=== Raw data ===
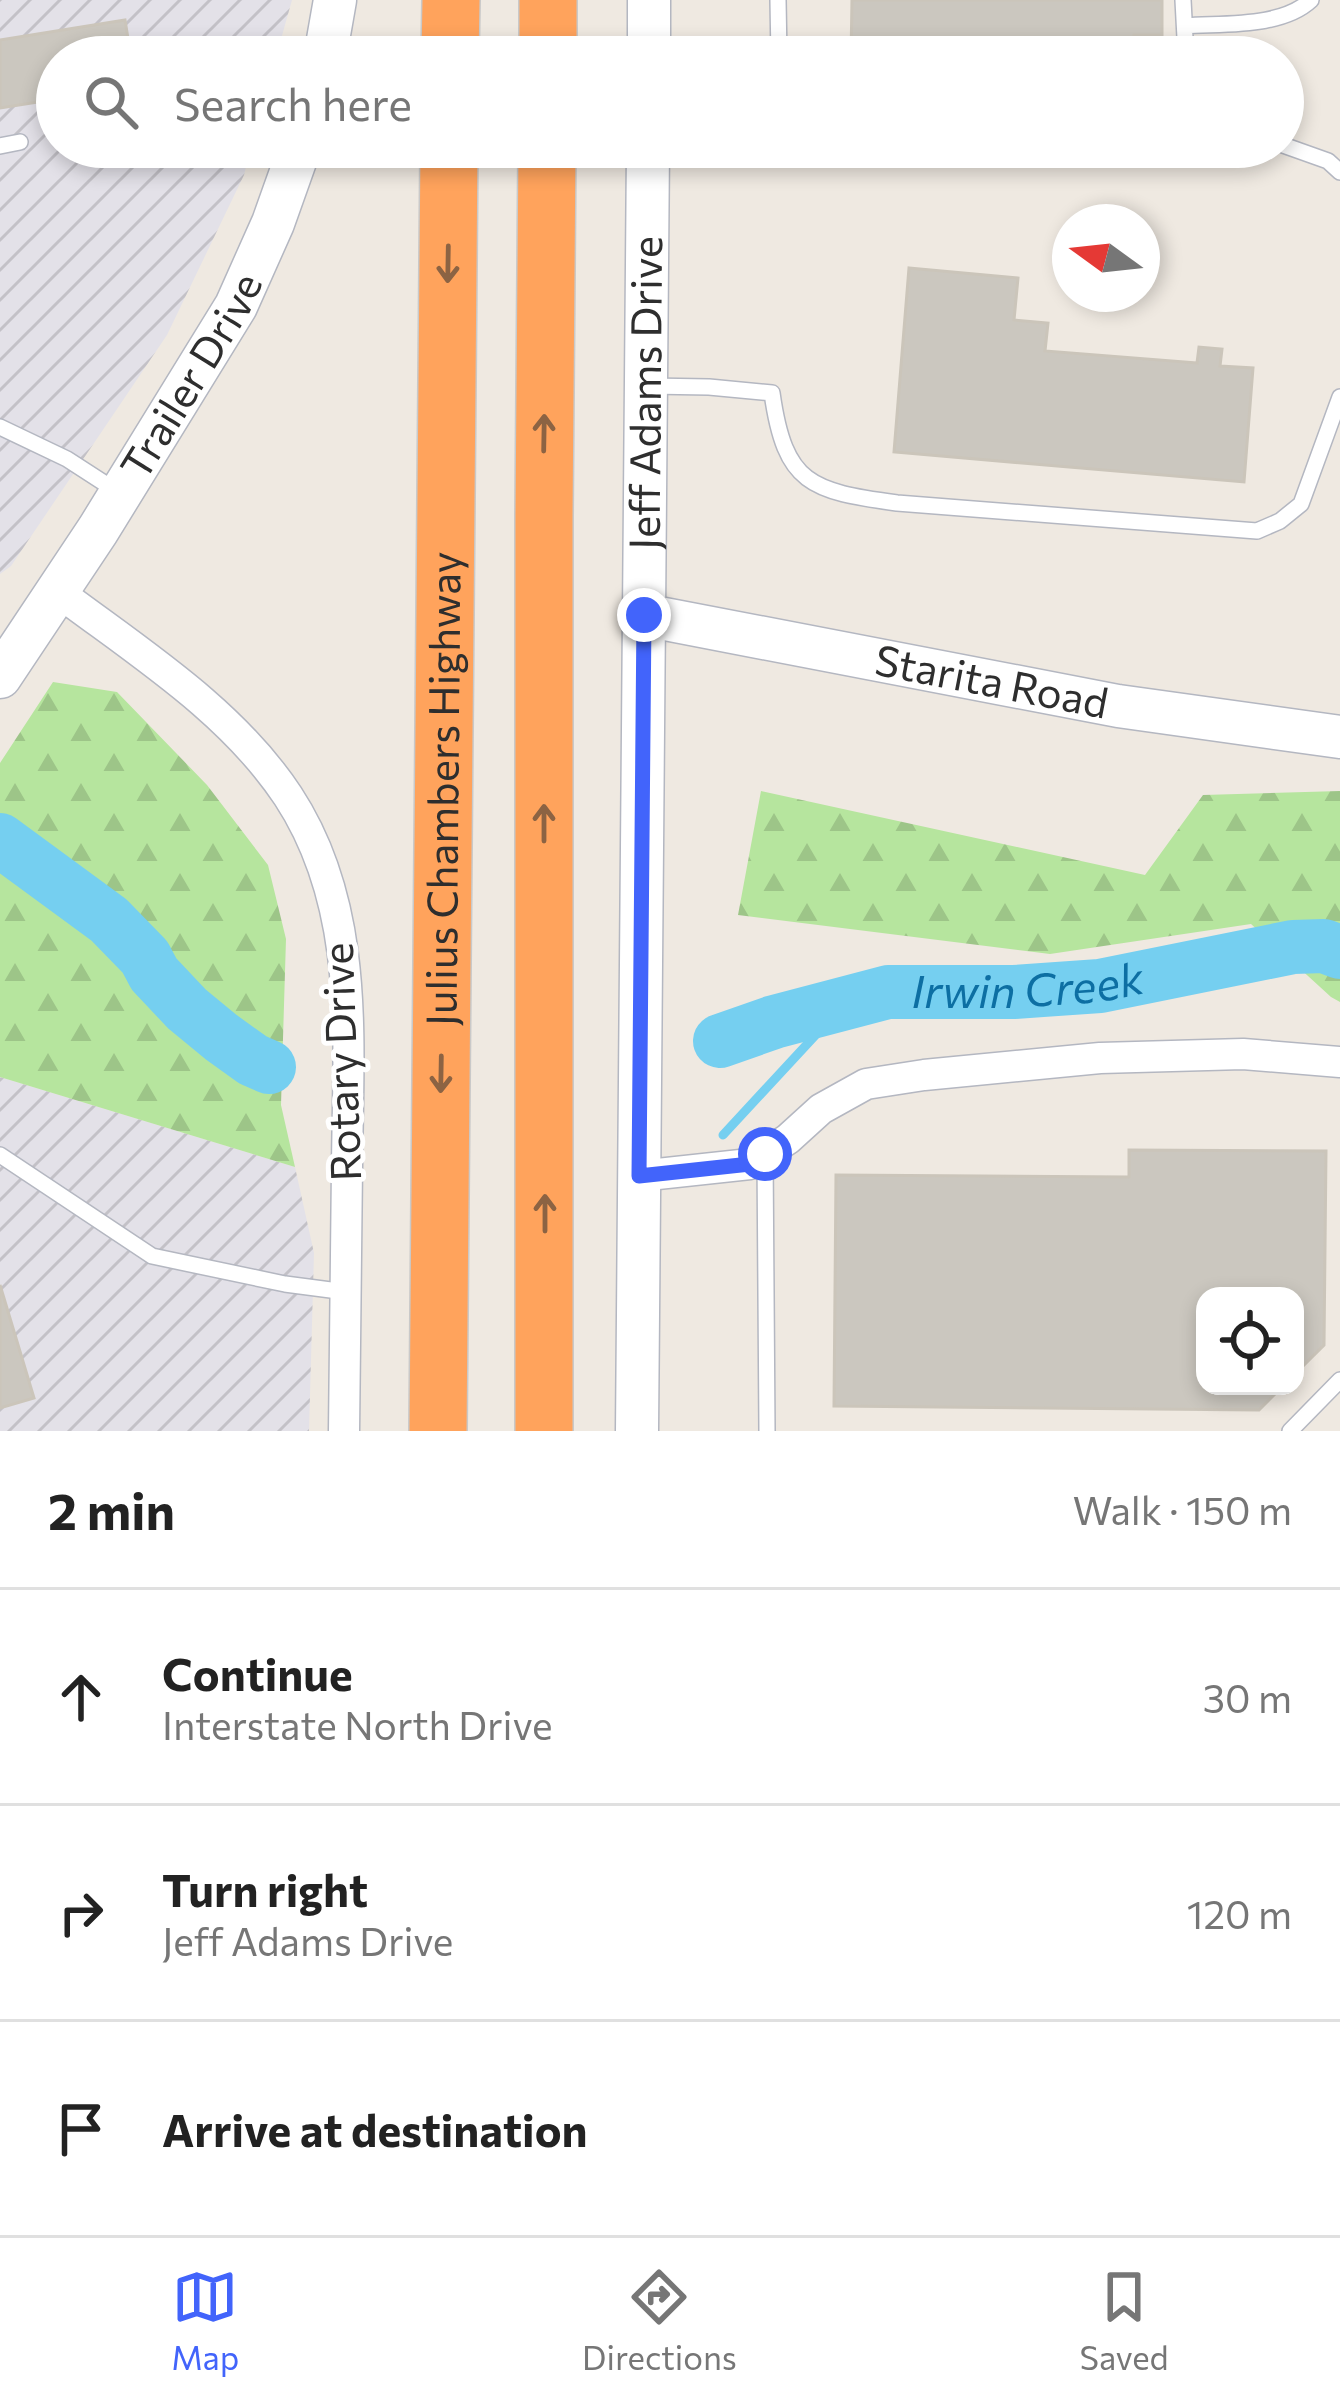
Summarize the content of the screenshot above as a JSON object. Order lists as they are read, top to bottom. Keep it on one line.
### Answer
{"streets":{"highway":["Julius Chambers Highway"],"street":["Trailer Drive","Jeff Adams Drive","Starita Road","Rotary Drive"]},"crossings":[["Trailer Drive","Rotary Drive"],["Jeff Adams Drive","Starita Road"]],"water":["Irwin Creek"],"north":"left","page":{"search":"Search here","heading":["2 min","Walk · 150 m"],"list":[["Continue","Interstate North Drive","30 m"],["Turn right","Jeff Adams Drive","120 m"],"Arrive at destination"],"nav":["Map","Directions","Saved"]}}
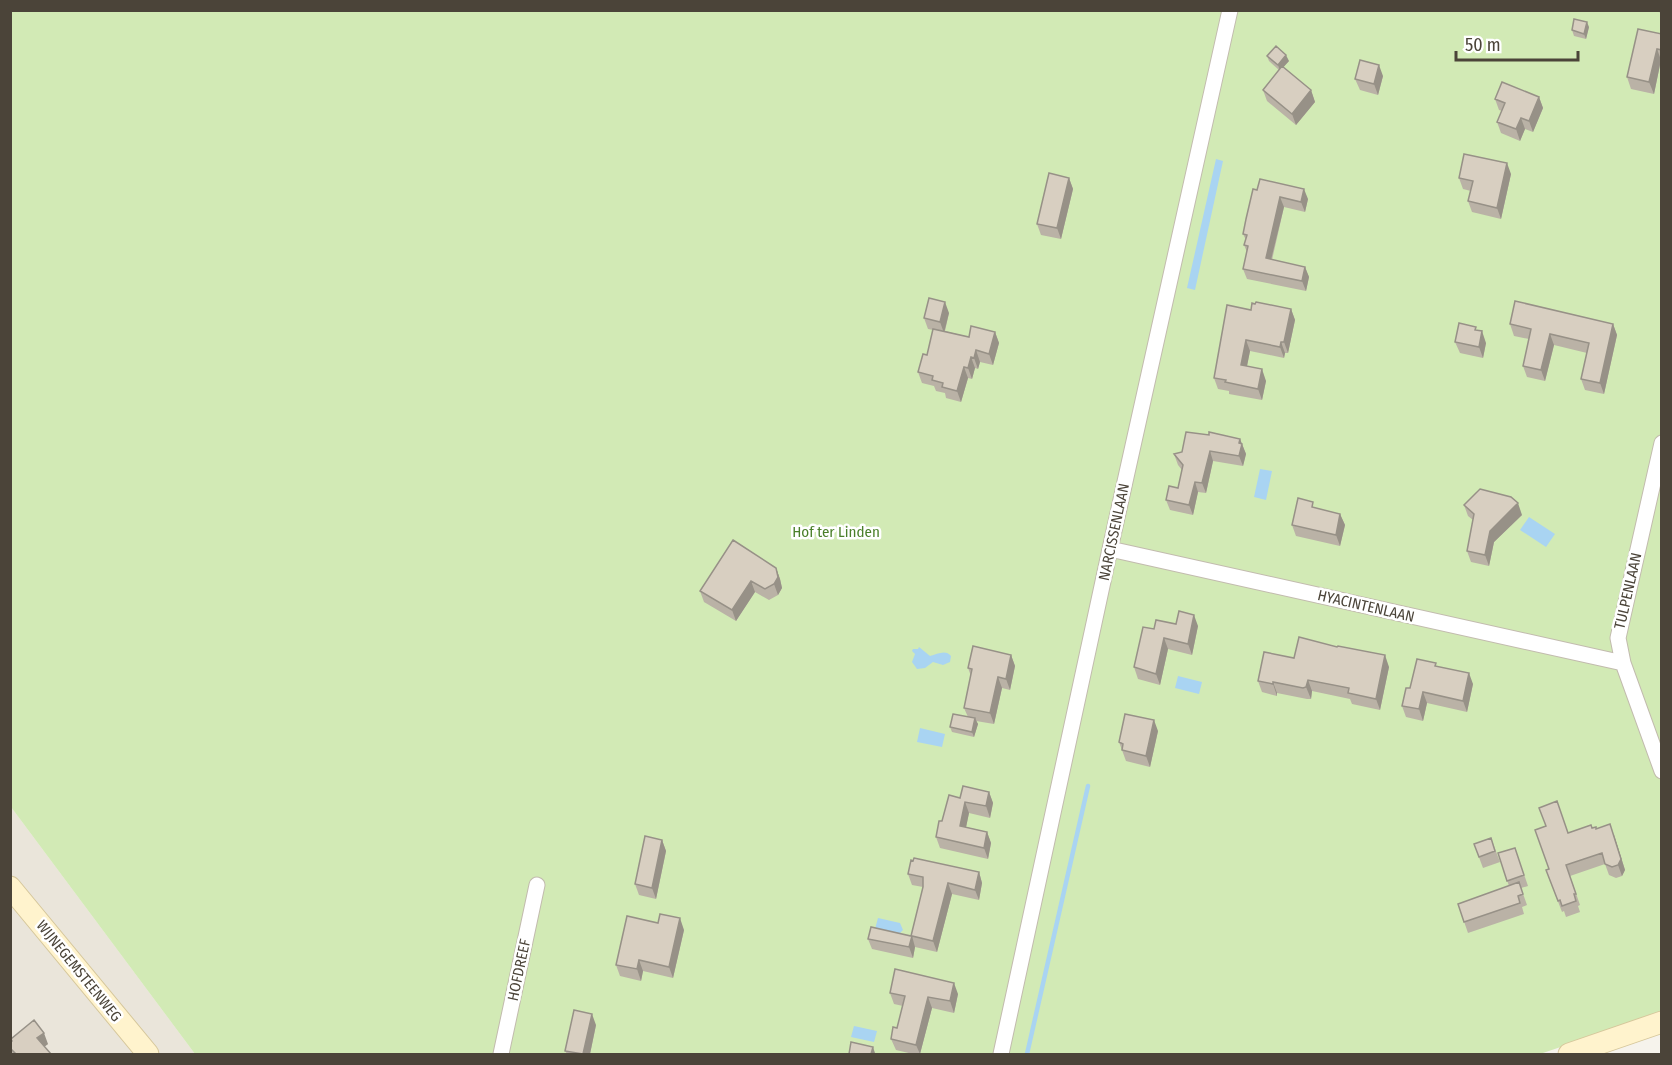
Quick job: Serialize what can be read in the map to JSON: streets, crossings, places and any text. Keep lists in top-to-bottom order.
{
  "streets": {
    "street": [
      "NARCISSENLAAN",
      "TULPENLAAN",
      "HYACINTENLAAN",
      "HOFDREEF",
      "WIJNEGEMSTEENWEG"
    ]
  },
  "crossings": [
    ["NARCISSENLAAN", "HYACINTENLAAN"],
    ["TULPENLAAN", "HYACINTENLAAN"]
  ],
  "parks": ["Hof ter Linden"],
  "scale_bar": "50 m"
}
===
**Directions:** Return all the data exactly, pictures omitted.

**Result below:**
Summarize the content of the screenshot above as a JSON object. Order lists as they are read, top to bottom. Keep it on one line.
### Answer
{"streets":{"highway":["Julius Chambers Highway"],"street":["Trailer Drive","Jeff Adams Drive","Starita Road","Rotary Drive"]},"crossings":[["Trailer Drive","Rotary Drive"],["Jeff Adams Drive","Starita Road"]],"water":["Irwin Creek"],"north":"left","page":{"search":"Search here","heading":["2 min","Walk · 150 m"],"list":[["Continue","Interstate North Drive","30 m"],["Turn right","Jeff Adams Drive","120 m"],"Arrive at destination"],"nav":["Map","Directions","Saved"]}}
Quick job: Serialize what can be read in the map to JSON: streets, crossings, places and any text. Keep lists in top-to-bottom order.
{
  "streets": {
    "street": [
      "NARCISSENLAAN",
      "TULPENLAAN",
      "HYACINTENLAAN",
      "HOFDREEF",
      "WIJNEGEMSTEENWEG"
    ]
  },
  "crossings": [
    ["NARCISSENLAAN", "HYACINTENLAAN"],
    ["TULPENLAAN", "HYACINTENLAAN"]
  ],
  "parks": ["Hof ter Linden"],
  "scale_bar": "50 m"
}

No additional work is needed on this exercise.